# My first heated night box for leopards



## Jtort (Sep 2, 2014)

Sooo..... I've built my first heated night box for my leopards (with my husbands help ). It was our first time building anything really. It wasn't too bad thanks to Tom and Heather's threads. There were a few mistakes we made but somehow made them work out. I'll point them out in this thread in case they can help anyone else avoid them.

My box is 4 x 4 x 2 with a 12"(H) x 18"(W) door.

Materials:

4 - 4'x8' sheets of plywood
2 - 4'x8' sheets of 1.5" foam insulation
7 - 8 feet long 2"x4"s (not including any to be used as stilts)
3 - 8 feet long 2"x2"s
3 hinges for the lid
2 hinges for the door
sliding lock for the door
screws
silicone
vinyl
weatherstrip
vinyl tiles
primer
paint

This is how we started. We started with a 48"x48" piece of plywood and screwed the 2x4s along the edges. One edge has part 2x4 part 2x2 (not completely screwed in in the picture). The 2x2 is where the door will be.

This was the first mistake we made. The 2x4 along the right side of the picture should have come all the way to the edge of the right wall. We made it so the 2x2 touches the right wall. This left a gap above the 2x2 that we had to fix later.

Once we had the 2x4s and the 2x2 screwed into the bottom plywood, we started screwing in the walls, the vertical supporting 2x4s, finally the top horizontal 2x4s.







Here is the insulation inside the walls. You can see the little gap at the bottom right corner from our mistake 

We added the floor insulation and plywood for the floor before screwing in the inside walls.

In the picture below you can see that for some of the vertical edges there is no 2x4 available to screw the inside wall down. So we screwed the inside walls in this order: left, front (door), right and back. This way the left inside wall is held in place by the screws along the horizontal 2x4s and also by the front and back inside walls.
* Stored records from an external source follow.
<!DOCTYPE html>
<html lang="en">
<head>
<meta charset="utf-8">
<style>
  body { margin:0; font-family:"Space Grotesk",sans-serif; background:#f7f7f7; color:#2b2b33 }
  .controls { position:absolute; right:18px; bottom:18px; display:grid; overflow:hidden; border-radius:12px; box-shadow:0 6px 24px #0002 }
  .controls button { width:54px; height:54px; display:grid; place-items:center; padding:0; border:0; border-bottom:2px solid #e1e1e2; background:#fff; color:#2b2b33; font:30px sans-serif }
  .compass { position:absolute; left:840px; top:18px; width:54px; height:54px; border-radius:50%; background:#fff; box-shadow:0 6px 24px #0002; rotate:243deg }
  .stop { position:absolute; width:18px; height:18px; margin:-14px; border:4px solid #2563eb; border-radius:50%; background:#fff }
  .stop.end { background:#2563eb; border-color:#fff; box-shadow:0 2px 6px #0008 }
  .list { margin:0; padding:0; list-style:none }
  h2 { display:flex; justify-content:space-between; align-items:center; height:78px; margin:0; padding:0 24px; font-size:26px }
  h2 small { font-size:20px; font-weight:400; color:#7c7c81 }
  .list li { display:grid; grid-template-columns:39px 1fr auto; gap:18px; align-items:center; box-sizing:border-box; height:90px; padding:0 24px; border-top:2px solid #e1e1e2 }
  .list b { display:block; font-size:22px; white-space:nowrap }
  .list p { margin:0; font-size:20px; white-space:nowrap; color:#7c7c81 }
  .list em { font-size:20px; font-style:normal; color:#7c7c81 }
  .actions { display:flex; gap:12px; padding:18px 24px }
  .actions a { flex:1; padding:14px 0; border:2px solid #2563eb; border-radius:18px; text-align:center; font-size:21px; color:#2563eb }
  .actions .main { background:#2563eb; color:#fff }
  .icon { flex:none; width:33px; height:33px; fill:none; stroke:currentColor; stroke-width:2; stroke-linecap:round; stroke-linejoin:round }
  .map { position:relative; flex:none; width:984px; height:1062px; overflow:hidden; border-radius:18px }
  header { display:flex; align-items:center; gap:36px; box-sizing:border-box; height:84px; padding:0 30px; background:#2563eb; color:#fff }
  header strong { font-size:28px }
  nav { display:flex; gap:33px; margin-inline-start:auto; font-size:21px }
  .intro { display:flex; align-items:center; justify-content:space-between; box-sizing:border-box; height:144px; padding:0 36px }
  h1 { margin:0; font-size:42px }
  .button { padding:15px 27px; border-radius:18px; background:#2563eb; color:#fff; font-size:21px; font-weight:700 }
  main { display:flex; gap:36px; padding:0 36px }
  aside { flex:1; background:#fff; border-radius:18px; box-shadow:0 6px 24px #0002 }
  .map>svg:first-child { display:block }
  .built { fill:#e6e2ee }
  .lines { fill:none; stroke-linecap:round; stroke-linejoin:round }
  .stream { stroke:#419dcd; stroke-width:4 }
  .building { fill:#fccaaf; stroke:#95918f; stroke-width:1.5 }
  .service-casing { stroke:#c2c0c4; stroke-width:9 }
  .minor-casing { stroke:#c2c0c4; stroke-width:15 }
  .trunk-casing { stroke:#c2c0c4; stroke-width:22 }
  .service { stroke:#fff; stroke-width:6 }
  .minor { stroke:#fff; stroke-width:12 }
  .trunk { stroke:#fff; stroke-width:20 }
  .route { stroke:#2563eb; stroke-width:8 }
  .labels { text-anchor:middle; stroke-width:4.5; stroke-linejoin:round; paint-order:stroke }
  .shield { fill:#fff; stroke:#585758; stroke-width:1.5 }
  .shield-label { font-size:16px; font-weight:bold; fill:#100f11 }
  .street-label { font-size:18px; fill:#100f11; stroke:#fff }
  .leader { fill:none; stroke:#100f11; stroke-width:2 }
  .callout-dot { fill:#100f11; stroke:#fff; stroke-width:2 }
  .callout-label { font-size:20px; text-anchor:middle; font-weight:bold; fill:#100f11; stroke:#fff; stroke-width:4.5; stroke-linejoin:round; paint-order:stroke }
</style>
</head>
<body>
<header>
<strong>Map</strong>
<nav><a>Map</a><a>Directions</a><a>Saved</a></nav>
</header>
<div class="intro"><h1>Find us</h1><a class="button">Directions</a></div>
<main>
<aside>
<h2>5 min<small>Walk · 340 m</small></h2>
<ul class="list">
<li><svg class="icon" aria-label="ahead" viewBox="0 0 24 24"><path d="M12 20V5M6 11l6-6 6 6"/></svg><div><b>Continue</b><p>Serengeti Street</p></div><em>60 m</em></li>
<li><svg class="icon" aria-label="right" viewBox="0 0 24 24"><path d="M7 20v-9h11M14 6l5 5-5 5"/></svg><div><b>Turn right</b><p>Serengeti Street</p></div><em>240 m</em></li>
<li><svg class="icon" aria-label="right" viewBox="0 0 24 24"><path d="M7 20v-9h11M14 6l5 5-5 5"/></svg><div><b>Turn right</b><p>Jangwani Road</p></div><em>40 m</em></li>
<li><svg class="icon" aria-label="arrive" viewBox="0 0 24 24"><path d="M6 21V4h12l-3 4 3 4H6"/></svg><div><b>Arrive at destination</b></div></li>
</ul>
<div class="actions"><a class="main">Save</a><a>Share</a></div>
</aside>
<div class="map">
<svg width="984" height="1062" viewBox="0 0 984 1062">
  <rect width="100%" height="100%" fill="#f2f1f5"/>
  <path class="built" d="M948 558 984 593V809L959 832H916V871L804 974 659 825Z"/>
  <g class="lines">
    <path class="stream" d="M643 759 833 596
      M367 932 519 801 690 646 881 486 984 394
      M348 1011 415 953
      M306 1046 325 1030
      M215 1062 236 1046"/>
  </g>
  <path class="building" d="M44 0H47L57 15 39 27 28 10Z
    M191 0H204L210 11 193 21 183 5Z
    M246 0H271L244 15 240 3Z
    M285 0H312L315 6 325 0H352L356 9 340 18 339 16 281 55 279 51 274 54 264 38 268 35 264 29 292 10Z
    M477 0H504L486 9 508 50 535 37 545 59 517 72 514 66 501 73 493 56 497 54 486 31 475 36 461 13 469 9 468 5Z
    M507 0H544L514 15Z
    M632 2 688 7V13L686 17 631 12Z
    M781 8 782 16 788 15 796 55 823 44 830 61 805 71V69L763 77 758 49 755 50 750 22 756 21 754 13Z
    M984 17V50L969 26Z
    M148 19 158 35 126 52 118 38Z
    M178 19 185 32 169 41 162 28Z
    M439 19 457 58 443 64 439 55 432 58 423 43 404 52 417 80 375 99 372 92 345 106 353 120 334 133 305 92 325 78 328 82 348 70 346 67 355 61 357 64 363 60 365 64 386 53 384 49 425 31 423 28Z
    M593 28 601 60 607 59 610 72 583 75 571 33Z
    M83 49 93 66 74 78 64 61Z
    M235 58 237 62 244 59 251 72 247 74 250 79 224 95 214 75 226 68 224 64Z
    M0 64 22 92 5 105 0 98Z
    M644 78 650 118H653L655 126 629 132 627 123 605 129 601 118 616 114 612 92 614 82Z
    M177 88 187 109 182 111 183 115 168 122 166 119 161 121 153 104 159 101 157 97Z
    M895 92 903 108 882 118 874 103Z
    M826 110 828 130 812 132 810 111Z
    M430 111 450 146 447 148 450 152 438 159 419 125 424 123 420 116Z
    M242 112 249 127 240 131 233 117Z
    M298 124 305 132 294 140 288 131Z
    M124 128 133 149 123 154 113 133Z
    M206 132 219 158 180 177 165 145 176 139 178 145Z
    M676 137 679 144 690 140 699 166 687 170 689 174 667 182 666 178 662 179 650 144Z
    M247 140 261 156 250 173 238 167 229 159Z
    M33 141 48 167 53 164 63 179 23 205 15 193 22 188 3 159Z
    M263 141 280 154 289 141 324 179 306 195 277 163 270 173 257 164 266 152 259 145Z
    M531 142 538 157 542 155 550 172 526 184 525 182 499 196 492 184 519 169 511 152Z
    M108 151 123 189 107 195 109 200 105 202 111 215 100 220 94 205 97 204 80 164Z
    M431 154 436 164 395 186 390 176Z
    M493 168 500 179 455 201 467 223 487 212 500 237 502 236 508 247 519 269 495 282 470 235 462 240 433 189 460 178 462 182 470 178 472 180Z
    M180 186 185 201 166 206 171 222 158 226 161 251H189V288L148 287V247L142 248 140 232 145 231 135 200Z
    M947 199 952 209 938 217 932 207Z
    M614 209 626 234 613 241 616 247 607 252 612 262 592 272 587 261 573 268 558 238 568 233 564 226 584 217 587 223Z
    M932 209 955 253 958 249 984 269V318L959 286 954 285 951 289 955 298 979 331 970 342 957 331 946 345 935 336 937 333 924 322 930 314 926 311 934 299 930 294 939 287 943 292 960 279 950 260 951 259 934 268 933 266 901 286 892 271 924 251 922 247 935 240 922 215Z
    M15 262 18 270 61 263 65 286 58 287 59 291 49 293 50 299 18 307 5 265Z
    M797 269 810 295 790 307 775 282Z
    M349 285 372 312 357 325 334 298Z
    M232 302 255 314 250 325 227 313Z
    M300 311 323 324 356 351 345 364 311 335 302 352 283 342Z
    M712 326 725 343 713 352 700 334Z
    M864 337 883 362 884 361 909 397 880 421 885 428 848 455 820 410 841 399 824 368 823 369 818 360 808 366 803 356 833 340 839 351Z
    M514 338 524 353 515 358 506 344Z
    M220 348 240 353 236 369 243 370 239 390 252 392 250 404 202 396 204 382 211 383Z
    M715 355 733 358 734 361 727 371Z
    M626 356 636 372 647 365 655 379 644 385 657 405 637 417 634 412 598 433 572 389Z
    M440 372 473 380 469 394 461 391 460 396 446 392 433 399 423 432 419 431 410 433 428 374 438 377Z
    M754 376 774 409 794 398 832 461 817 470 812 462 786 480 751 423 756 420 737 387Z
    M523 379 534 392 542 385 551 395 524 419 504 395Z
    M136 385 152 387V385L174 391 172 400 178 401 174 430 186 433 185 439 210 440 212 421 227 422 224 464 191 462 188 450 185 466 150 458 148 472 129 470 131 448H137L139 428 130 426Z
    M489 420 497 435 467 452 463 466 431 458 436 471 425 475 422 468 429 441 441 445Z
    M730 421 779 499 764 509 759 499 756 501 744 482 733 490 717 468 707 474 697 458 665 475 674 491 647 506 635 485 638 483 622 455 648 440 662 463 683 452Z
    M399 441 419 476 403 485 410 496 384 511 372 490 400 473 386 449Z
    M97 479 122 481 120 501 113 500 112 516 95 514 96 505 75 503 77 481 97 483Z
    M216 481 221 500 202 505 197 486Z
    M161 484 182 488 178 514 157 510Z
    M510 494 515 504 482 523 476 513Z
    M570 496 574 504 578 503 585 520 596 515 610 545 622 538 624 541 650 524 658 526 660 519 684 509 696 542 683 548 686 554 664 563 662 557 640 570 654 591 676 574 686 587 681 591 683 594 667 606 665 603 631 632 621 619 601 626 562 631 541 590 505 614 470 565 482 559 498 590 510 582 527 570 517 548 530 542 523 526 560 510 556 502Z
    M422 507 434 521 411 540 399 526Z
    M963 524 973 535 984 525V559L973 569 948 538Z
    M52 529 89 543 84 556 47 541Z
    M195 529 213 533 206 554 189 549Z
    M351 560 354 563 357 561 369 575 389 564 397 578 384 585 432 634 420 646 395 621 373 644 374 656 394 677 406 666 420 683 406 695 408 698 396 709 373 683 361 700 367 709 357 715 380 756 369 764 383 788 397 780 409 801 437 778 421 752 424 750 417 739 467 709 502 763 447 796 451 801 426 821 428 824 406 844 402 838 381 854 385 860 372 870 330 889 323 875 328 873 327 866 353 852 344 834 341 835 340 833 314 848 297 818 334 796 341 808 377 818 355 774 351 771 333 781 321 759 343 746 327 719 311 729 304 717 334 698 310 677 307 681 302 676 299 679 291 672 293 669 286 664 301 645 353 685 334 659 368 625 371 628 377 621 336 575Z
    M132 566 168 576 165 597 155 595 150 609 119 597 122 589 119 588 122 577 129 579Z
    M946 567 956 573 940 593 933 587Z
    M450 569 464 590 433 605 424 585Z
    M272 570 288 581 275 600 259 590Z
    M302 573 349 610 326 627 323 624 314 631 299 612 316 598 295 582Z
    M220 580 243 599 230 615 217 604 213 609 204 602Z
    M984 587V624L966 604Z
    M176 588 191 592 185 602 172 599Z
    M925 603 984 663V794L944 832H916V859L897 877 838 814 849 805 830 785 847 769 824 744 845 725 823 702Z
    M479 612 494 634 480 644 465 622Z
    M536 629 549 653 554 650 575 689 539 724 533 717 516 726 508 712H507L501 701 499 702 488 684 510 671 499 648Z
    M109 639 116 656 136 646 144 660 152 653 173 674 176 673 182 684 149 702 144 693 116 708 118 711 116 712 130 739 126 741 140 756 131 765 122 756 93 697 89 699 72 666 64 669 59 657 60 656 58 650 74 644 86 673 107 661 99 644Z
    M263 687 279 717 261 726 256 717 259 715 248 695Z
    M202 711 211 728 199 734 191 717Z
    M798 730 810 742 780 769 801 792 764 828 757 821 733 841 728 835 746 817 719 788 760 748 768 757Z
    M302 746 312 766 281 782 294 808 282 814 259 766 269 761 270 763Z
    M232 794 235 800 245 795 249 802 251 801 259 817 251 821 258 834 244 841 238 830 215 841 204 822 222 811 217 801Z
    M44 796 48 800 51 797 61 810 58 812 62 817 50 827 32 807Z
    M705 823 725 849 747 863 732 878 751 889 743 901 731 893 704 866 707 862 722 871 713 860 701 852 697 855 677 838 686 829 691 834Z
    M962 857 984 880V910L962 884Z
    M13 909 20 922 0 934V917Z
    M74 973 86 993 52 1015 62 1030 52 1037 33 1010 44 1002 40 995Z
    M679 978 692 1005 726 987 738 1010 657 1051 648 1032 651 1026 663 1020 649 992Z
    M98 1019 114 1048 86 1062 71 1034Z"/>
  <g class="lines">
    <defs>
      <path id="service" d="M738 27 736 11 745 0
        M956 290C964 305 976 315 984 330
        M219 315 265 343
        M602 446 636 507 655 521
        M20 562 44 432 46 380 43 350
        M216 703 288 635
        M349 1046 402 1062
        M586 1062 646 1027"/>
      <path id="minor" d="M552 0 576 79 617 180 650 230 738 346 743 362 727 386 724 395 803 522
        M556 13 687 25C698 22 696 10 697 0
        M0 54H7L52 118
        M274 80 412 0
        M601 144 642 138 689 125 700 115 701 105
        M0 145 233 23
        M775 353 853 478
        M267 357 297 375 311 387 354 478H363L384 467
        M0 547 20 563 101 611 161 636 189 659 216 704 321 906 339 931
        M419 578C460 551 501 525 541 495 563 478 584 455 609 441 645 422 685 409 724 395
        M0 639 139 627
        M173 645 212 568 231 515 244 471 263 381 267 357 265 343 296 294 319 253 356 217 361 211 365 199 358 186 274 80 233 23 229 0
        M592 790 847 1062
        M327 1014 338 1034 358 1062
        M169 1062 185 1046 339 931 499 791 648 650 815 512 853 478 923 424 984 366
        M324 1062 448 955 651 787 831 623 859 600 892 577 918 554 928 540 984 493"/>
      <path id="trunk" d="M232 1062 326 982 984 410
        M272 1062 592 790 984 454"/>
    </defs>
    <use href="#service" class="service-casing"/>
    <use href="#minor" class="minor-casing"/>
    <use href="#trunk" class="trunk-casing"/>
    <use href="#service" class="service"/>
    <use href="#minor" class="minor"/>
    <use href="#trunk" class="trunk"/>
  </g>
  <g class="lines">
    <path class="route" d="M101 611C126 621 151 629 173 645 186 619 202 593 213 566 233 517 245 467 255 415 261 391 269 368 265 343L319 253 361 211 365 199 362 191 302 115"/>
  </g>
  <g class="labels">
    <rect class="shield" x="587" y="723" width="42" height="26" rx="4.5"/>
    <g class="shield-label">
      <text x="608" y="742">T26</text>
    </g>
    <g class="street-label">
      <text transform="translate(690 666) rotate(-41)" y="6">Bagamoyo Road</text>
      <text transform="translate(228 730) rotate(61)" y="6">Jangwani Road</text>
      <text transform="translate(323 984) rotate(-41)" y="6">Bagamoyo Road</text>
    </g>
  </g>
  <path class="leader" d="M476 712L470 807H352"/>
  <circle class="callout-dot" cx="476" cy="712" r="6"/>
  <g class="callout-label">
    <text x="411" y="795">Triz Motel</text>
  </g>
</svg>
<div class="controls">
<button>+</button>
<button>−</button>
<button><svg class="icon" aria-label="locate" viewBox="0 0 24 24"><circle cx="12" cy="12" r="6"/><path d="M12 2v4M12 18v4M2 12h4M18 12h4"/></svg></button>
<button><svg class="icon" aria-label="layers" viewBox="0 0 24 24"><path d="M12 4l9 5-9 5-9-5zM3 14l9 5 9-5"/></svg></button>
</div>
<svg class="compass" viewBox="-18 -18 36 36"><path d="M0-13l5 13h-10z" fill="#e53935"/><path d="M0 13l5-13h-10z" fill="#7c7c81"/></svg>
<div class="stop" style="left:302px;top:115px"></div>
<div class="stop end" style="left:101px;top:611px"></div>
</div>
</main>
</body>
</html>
Hope this makes sense...






Another mistake we made was not buying a jig saw. It would have made our door opening a lot "cleaner." Since this was literally the first of anything we've ever built, we had to buy a circular saw. We didn't think of buying a jig saw until after we had already cut the plywood for the wall with the door opening...











For the lid, we used 2x2s to go between the 2 plywoods and around the insulation board:






Another mistake we made was that we cut the 2x4s 48", after adding the walls the width was actually 49" Since the plywood is only 48" wide, our lid is too small by half an inch on each side. We're going to use roof flashing on these sides.







That extra inch also created a gap at the back of the lid. I don't think this will be a big problem to keep the cold out since the lid does fit well over the house and will sit on weather strip all around (not shown in the pictures). 







The floor has vinyl tile and I used clear silicone to seal between all the joins and edges. I put 6" of the vinyl tile on the walls. I started using white silicone sealing all the gaps/corners but when I ran out, I used the clear silicone. I liked the white over the clear because it was easier to see what I had already sealed and if there was anything I missed.






Primered and painted the outside:






I am waiting to get the mini oil filled radiator heater I ordered to make a little compartment for it. I had ordered from TechCrazy but they were out of stock, so I ordered one from Best Buy.

I also added vinyl flaps for the doorway and handles on the sides to make moving it easier (if we ever need to move it).

Feel free to add any suggestions that could have made it better or ask any questions


----------



## Peytons torts (Sep 2, 2014)

That looks awesome good job )


----------



## TeguBuzz (Sep 3, 2014)

Looks pretty nice.


----------



## wellington (Sep 3, 2014)

I think you did a great job for your first ever build. My only suggestion, is to put some dirt or coconut coir over the floor. That floor will be slippery for them and could cause their legs to not developed properly or cause them some walking issues down the road. Other then that, good job.
Love your outdoor grill kitchen too


----------



## Jodie (Sep 3, 2014)

Very nice.


----------



## Yellow Turtle01 (Sep 3, 2014)

Can't see pics... but I bet it's super nice!


----------



## Jtort (Sep 3, 2014)

wellington said:


> I think you did a great job for your first ever build. My only suggestion, is to put some dirt or coconut coir over the floor. That floor will be slippery for them and could cause their legs to not developed properly or cause them some walking issues down the road. Other then that, good job.
> Love your outdoor grill kitchen too



Thanks Barb. I'm copying Heather and adding coco coir.


----------



## kathyth (Sep 3, 2014)

I think you did a fantastic job!
I give you a 10!


----------



## Kirin (Sep 3, 2014)

Me too, 10!


----------